As for rsyslog, using version 8.2.1 on RHEL 6.5 64bit.

good



When you say disable DNS look ups, you mean running with -x option, yes?


yes


As for what i'm doing with logs, it goes like this (pulling out the relevant parts from multiple files and internal hostnames sanitized):



input(type="imudp" port="514" ruleset="MainRoutingEngine")



ruleset(name="MainRoutingEngine"

       queue.type="fixedArray"

       queue.size="250000"

       queue.dequeueBatchSize="4096"

       queue.workerThreads="4"

this is frequently a mistake, it turns out that having too many workers can be as bad as too few, as the contention between the workers slows things down

       queue.workerThreadMinimumMessages="60000"

       ) {

       call DataArchiving

       #call DataForwarding

}



ruleset(name="DataArchiving"

       queue.type="fixedArray"

       queue.size="250000"

       queue.dequeueBatchSize="4096"

       queue.workerThreads="4"

       queue.workerThreadMinimumMessages="60000"

       ) {


having the main queue do nothing but put the message in a second queue also ends up being one of those things that can cause problems.

what ends up happening is that your mutliple main worker threads are in a loop

1. lock the main queue

2. is there anything in the main queue

3. if so grab up to batchsize messages

4. unlock the main queue

5. lock the action queue

6. reserve slots in the action queue for the number of messages in this batch

7. unlock the action queue

8. move these messages to the action queue

9. lock the action queue

10. mark the messages as being completely in the action queue

11. unlock the action queue

12. lock the main queue

13. mark the messages as being processed (freeing the queue slots)

14. unlock the main queue

15. goto 1

with 4 workers and no actual work to do other than copy the messages, this means that all four workers are in a tight loop, each processing very few messages, and as a result, there is a LOT of time when the queue is locked by the workers

This seems like a horribly complicated process, but the result is that you can get a LOT of work done without the queues being locked (inserting into the main queue is similar to steps 5-11)

But if you have too many workers, the batch size ends up being 1 (because the messages are grabbed so aggressivly, and because the queues are locked so much of the time that it's hard to get the new messages inserted)

So you don't want to create additional worker threads unless you find that you need them (because the existing worker threads are maxing out the cpu), and you don't want to have an action queue unless the action is either potentially very slow, or is likely to fail.
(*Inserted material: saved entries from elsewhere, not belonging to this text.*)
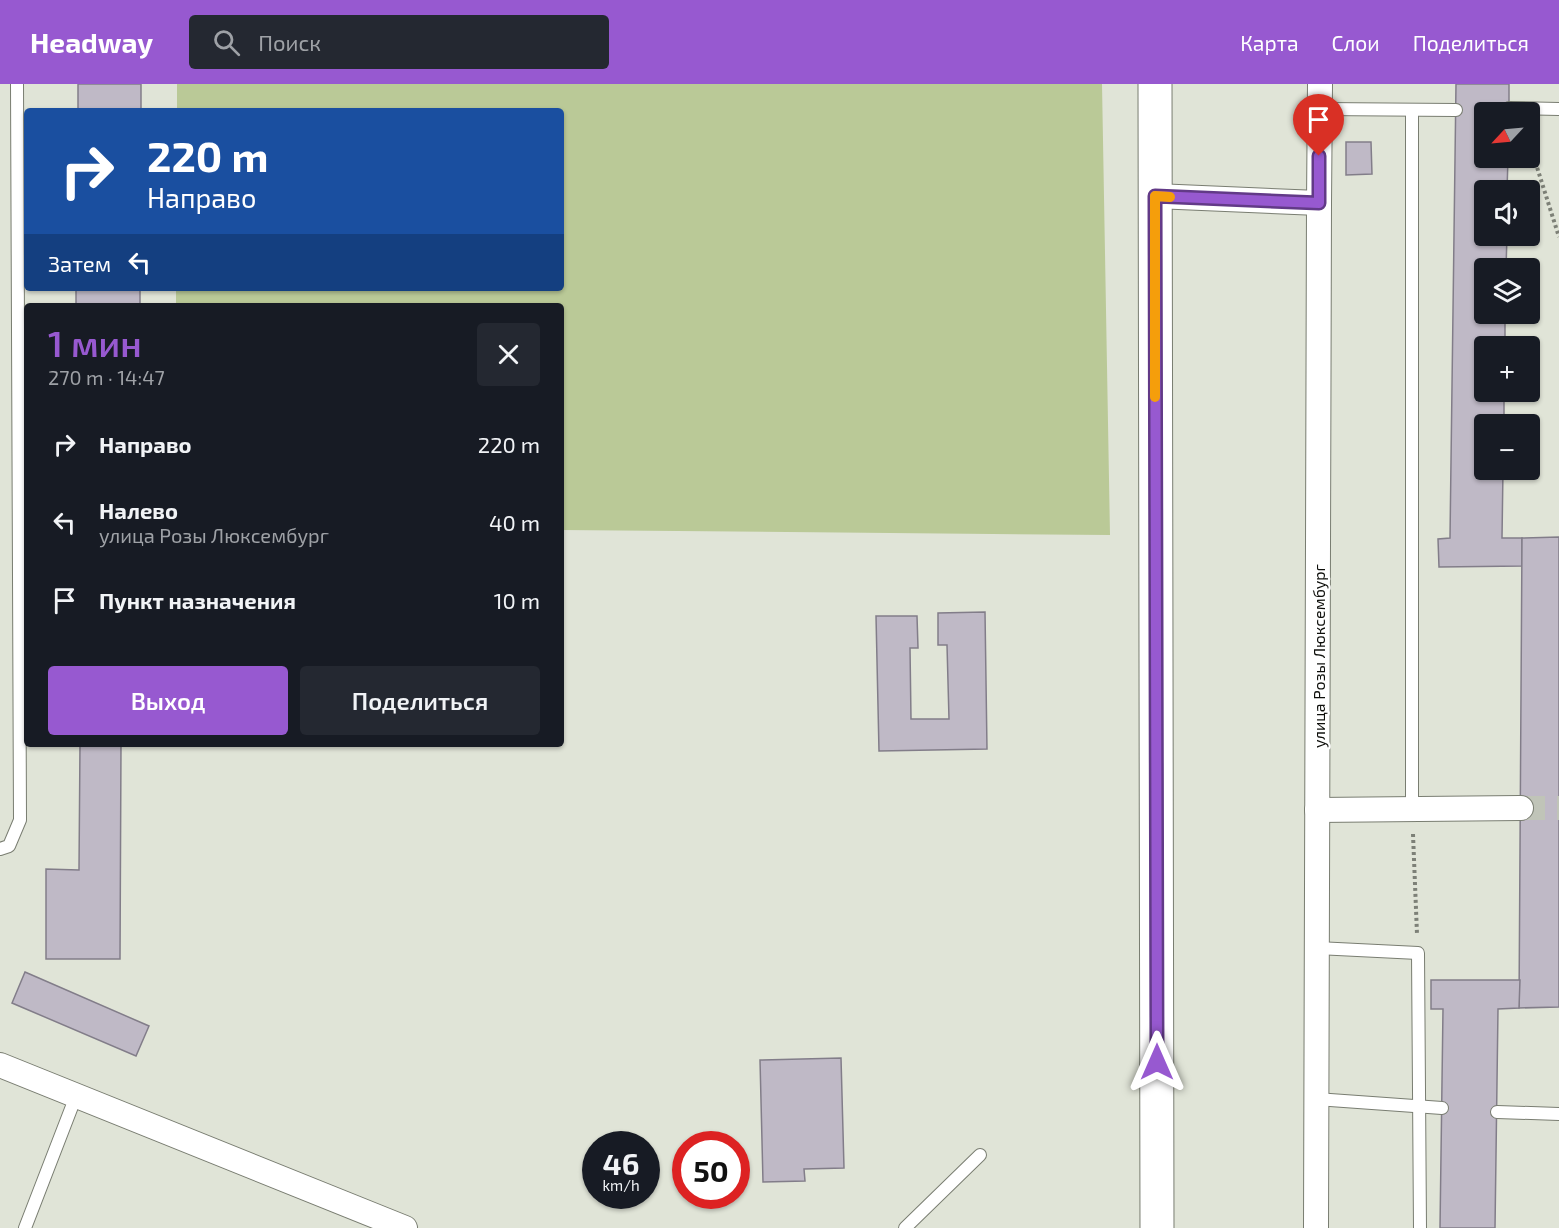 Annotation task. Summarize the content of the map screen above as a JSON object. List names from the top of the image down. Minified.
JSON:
{"streets":{"street":["улица Розы Люксембург"]},"north":"bottom left","page":{"header":"Headway","search":"Поиск","nav":["Карта","Слои","Поделиться"],"map_buttons":["+","−"],"turn":["220 m","Направо"],"then":"Затем","heading":["1 мин","270 m · 14:47"],"list":[{"name":"Направо","value":"220 m"},{"name":"Налево","note":"улица Розы Люксембург","value":"40 m"},{"name":"Пункт назначения","value":"10 m"}],"buttons":["Выход","Поделиться"],"speed":"46 km/h","limit":"50"}} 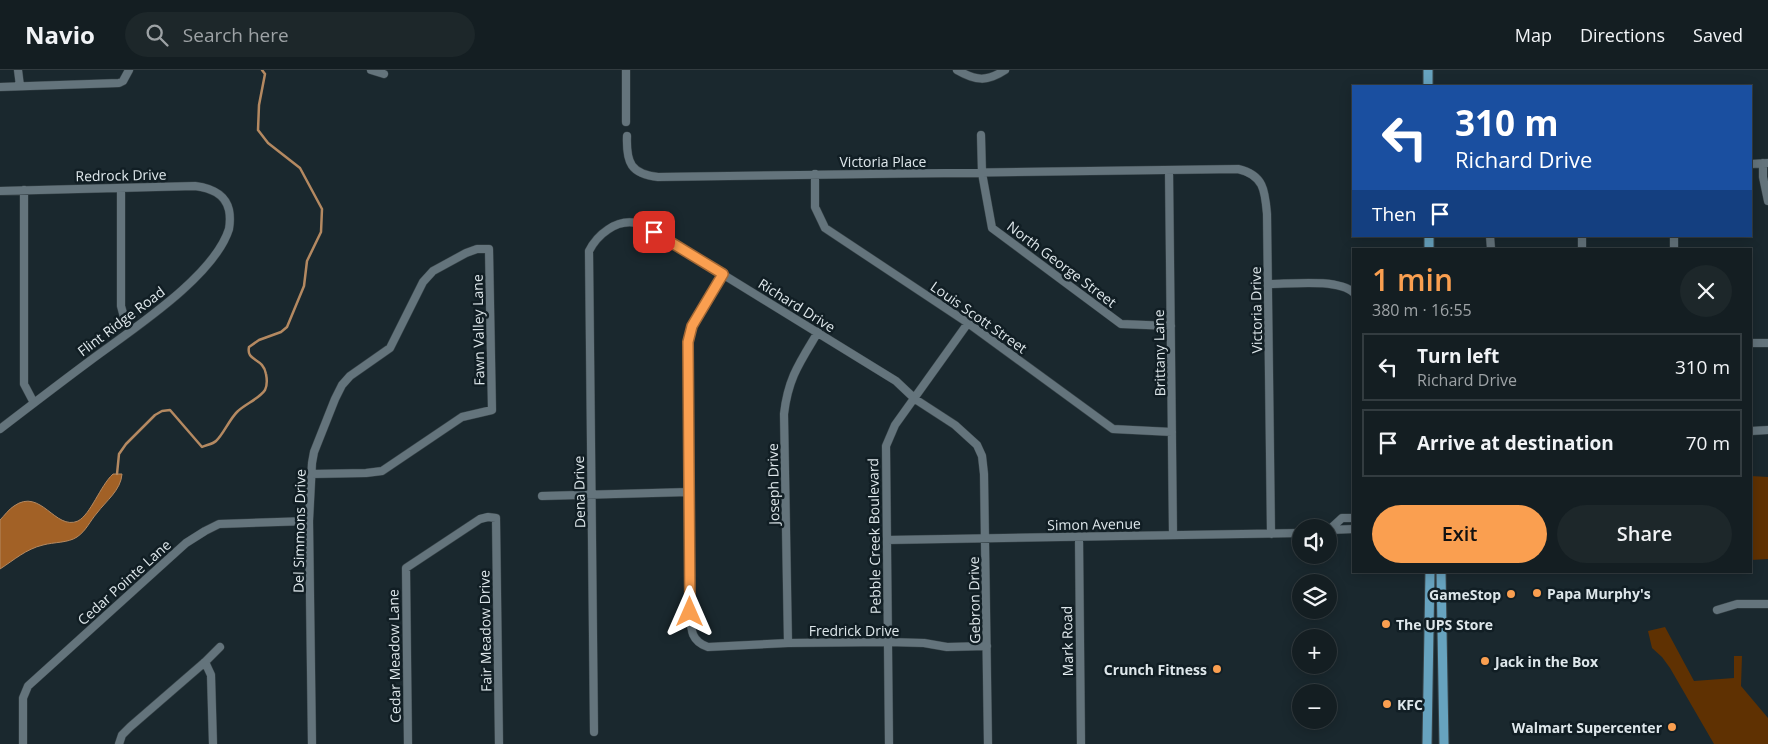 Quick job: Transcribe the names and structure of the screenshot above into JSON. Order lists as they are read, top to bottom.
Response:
{
  "streets": {
    "street": [
      "Victoria Place",
      "Redrock Drive",
      "North George Street",
      "Richard Drive",
      "Victoria Drive",
      "Louis Scott Street",
      "Flint Ridge Road",
      "Fawn Valley Lane",
      "Brittany Lane",
      "Joseph Drive",
      "Dena Drive",
      "Simon Avenue",
      "Del Simmons Drive",
      "Pebble Creek Boulevard",
      "Cedar Pointe Lane",
      "Gebron Drive",
      "Fredrick Drive",
      "Fair Meadow Drive",
      "Mark Road",
      "Cedar Meadow Lane"
    ]
  },
  "crossings": [
    ["Victoria Place", "North George Street"],
    ["Victoria Place", "Victoria Drive"],
    ["Victoria Place", "Louis Scott Street"],
    ["Victoria Place", "Brittany Lane"],
    ["Redrock Drive", "Flint Ridge Road"],
    ["North George Street", "Brittany Lane"],
    ["Richard Drive", "Joseph Drive"],
    ["Richard Drive", "Dena Drive"],
    ["Richard Drive", "Pebble Creek Boulevard"],
    ["Richard Drive", "Gebron Drive"],
    ["Victoria Drive", "Brittany Lane"],
    ["Victoria Drive", "Simon Avenue"],
    ["Louis Scott Street", "Brittany Lane"],
    ["Louis Scott Street", "Pebble Creek Boulevard"],
    ["Fawn Valley Lane", "Del Simmons Drive"],
    ["Brittany Lane", "Simon Avenue"],
    ["Joseph Drive", "Fredrick Drive"],
    ["Simon Avenue", "Pebble Creek Boulevard"],
    ["Simon Avenue", "Gebron Drive"],
    ["Simon Avenue", "Mark Road"],
    ["Del Simmons Drive", "Cedar Pointe Lane"],
    ["Pebble Creek Boulevard", "Fredrick Drive"],
    ["Gebron Drive", "Fredrick Drive"],
    ["Fair Meadow Drive", "Cedar Meadow Lane"]
  ],
  "places": [
    "Papa Murphy's",
    "GameStop",
    "The UPS Store",
    "Jack in the Box",
    "Crunch Fitness",
    "KFC",
    "Walmart Supercenter"
  ],
  "page": {
    "header": "Navio",
    "search": "Search here",
    "nav": ["Map", "Directions", "Saved"],
    "turn": ["310 m", "Richard Drive"],
    "then": "Then",
    "heading": ["1 min", "380 m · 16:55"],
    "list": [
      {
        "name": "Turn left",
        "note": "Richard Drive",
        "value": "310 m"
      },
      {
        "name": "Arrive at destination",
        "value": "70 m"
      }
    ],
    "buttons": ["Exit", "Share"],
    "map_buttons": ["+", "−"]
  }
}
Writing to disk is neither of these (but writing to a remote machine, or to a database, etc is both)


       action( type="omfile"

               file="/data/logs/incoming-all.log"

               ioBufferSize="64k"

probably not needed, leave it out unless we find we need it

               flushOnTXEnd="off"

ditto

               asyncWriting="on")

asyncwriting is another one of those things that you probably shouldn't be using. AsyncWriting doesn't mean the same thing that traditional syslog async means (rsyslog does what traditional syslog async means by default, and you have to go to extreme lengths to disable it). AsyncWriting means that instead of the worker thread writing to disk, it formats the output line and writes it to another thread (with more locking involved for this handoff), which then writes it to disk. This can be useful if you have a very complex output format, or if you are doing a lot of work in the output (compressing/encrypting/signing the file as you go are the ony things that I've ever seen trigger this)



       if $syslogtag == 'LEEF:' and $msg contains 'Websense' then {

contains is one of the most expensive operations you can do, especially if you do it against rawmsg, sometimes you need it, but check carefully to see if you really do, and where possible, do like you do here and have the contains after another test that can narrow down the test first. Rsyslog will short-circuit the test so if the first part if false, it won't even evaluate the second part

               action( type="omfile"

                       dynaFile="sortByHostnameYearMonthWebsense"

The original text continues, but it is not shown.